Go through the data and retrieve each line that includes the string "linecap".

┌──

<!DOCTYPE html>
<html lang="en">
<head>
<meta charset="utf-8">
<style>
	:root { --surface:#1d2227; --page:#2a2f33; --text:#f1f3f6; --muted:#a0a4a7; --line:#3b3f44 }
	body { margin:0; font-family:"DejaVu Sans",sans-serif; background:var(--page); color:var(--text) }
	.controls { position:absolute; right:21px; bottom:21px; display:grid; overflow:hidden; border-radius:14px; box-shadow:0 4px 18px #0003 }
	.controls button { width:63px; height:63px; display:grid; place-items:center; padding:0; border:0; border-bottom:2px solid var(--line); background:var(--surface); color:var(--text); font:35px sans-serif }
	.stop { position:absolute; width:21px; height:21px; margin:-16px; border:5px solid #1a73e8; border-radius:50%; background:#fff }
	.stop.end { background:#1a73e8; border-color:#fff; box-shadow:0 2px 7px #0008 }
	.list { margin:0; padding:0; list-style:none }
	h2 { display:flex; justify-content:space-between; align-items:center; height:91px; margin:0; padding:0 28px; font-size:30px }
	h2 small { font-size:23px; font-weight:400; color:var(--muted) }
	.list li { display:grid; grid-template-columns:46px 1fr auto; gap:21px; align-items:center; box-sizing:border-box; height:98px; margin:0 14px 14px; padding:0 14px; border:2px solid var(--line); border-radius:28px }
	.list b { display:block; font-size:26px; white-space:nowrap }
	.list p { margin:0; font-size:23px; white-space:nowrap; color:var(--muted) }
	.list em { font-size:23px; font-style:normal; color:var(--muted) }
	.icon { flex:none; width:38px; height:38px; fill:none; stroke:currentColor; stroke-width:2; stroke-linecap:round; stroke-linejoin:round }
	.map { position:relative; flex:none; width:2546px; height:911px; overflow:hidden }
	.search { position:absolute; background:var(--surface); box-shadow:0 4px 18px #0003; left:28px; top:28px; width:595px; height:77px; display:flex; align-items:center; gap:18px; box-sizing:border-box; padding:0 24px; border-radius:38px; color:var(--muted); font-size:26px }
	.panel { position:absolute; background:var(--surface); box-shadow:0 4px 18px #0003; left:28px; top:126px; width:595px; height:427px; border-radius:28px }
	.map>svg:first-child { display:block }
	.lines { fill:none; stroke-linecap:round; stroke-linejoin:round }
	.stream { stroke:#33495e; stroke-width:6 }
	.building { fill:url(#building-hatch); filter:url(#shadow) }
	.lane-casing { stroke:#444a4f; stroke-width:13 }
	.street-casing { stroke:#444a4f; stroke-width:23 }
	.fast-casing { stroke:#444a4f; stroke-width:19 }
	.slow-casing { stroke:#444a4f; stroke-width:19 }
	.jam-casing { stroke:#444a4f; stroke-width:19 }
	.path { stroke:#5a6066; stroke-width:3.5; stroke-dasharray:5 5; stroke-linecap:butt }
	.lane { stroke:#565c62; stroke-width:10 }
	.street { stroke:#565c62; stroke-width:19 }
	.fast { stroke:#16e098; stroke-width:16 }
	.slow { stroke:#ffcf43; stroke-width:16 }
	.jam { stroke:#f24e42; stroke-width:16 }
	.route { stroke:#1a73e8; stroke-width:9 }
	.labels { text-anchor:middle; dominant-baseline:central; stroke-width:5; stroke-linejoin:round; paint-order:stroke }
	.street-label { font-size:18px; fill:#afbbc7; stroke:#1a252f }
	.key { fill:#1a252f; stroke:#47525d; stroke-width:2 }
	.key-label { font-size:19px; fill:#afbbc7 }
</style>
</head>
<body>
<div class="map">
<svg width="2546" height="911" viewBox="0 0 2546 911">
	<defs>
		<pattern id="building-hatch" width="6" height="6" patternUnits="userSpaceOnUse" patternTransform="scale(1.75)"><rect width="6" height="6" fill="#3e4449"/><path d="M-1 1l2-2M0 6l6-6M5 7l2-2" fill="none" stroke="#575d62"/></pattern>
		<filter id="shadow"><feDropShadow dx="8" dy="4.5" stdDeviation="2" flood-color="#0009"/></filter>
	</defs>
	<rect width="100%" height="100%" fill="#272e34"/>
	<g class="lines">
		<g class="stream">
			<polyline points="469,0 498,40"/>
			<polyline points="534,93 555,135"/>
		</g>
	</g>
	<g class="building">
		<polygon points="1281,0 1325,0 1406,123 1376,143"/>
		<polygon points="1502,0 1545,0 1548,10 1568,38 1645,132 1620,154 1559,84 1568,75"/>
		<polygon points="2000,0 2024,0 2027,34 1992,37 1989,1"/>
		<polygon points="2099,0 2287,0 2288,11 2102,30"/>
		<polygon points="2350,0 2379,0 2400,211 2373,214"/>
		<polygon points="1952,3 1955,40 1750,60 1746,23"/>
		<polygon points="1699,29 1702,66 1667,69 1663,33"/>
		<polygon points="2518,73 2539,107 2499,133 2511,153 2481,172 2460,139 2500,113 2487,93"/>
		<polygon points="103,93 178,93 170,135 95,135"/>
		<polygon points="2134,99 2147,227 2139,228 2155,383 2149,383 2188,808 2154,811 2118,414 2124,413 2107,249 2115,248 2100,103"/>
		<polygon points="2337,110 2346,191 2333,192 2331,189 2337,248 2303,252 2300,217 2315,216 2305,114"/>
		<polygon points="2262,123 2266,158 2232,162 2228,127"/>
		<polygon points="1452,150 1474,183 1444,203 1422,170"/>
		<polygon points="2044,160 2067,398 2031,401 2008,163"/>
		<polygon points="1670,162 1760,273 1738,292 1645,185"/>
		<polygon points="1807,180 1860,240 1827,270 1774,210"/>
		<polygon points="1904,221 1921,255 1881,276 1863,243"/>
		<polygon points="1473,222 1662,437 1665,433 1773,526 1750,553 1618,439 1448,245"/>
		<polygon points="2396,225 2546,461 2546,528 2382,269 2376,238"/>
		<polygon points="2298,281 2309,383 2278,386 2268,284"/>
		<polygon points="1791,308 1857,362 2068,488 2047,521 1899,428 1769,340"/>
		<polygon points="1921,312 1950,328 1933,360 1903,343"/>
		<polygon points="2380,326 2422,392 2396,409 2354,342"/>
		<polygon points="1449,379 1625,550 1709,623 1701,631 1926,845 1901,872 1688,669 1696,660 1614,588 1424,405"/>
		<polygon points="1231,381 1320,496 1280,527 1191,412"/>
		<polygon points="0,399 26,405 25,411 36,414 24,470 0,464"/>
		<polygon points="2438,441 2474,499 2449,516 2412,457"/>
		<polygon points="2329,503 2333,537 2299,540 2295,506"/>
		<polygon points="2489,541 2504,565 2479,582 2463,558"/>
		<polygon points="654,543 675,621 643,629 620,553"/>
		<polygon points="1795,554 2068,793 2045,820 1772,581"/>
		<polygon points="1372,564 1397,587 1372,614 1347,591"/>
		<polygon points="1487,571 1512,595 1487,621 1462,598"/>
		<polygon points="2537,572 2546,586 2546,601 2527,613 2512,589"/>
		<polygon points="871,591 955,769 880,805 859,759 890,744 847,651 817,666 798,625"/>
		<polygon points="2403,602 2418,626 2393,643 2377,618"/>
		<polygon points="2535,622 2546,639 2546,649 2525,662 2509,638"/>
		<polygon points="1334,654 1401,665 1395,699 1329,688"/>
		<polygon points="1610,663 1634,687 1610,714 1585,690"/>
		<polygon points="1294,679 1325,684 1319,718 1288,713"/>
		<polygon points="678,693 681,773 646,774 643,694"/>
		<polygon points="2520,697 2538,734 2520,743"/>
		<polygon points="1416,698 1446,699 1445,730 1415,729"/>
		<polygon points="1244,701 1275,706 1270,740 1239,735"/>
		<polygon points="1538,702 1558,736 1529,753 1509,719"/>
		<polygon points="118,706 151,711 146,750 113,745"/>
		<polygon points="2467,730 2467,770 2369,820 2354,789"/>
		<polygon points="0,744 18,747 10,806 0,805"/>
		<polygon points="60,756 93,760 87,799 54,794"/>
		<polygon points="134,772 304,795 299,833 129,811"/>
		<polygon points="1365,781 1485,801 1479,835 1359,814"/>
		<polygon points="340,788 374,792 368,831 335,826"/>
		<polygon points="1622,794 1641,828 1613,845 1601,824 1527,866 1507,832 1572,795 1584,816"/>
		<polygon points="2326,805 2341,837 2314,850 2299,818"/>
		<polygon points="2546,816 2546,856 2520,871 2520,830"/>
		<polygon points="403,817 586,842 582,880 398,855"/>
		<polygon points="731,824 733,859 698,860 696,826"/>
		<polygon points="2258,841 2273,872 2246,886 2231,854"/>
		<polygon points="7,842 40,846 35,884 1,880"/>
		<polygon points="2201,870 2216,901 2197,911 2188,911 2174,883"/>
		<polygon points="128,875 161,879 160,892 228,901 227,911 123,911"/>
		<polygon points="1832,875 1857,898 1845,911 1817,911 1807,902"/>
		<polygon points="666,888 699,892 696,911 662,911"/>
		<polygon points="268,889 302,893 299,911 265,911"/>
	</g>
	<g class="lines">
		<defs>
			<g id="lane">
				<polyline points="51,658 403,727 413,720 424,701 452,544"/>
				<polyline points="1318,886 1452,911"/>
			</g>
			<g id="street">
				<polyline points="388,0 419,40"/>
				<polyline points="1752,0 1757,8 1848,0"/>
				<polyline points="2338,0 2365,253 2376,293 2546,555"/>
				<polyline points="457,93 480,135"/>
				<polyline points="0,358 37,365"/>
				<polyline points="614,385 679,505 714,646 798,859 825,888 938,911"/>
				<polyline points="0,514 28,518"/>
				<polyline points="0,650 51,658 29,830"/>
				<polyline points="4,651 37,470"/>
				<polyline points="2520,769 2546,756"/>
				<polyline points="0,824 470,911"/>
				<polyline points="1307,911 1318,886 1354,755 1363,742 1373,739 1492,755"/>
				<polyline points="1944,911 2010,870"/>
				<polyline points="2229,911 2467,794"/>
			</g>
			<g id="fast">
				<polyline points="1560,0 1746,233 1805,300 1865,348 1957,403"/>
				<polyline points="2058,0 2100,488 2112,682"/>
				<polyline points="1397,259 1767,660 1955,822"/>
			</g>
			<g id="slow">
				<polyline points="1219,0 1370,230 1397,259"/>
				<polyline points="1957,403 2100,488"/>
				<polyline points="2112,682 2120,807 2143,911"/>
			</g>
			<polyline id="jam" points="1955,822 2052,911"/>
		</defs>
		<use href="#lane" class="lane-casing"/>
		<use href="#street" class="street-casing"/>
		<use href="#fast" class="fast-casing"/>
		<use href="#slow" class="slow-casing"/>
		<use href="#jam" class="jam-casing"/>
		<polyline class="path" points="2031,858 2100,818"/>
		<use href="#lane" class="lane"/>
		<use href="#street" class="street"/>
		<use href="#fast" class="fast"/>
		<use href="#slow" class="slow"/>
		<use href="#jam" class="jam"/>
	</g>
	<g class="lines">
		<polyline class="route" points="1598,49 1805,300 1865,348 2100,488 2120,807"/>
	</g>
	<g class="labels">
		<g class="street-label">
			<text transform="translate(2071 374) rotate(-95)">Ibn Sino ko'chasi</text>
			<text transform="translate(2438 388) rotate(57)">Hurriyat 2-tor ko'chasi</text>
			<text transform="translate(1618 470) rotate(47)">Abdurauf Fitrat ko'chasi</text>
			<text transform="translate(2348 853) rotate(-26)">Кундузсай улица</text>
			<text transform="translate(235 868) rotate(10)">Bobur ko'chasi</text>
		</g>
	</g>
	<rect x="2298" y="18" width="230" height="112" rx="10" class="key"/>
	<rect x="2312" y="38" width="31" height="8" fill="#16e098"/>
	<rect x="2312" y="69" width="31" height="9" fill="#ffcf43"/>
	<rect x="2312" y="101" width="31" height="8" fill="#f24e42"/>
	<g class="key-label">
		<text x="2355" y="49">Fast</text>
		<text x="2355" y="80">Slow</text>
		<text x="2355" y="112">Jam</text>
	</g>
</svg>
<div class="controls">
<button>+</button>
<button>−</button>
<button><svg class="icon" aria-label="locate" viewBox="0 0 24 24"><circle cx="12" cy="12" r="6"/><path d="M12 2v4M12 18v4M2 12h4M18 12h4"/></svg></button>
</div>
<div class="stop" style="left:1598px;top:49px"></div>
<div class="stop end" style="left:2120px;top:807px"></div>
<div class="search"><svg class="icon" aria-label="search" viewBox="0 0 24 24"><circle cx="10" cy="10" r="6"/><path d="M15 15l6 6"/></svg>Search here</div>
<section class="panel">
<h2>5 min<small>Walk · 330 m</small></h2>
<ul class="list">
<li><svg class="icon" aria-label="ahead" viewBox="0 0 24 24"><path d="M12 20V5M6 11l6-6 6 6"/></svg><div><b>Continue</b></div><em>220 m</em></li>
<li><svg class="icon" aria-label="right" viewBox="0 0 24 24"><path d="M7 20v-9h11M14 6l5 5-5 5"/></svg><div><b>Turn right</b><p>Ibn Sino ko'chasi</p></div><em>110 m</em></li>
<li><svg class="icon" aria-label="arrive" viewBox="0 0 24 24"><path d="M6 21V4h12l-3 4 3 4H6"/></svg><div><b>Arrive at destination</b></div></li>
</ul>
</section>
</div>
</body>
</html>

└──

Task result:
	.icon { flex:none; width:38px; height:38px; fill:none; stroke:currentColor; stroke-width:2; stroke-linecap:round; stroke-linejoin:round }
	.lines { fill:none; stroke-linecap:round; stroke-linejoin:round }
	.path { stroke:#5a6066; stroke-width:3.5; stroke-dasharray:5 5; stroke-linecap:butt }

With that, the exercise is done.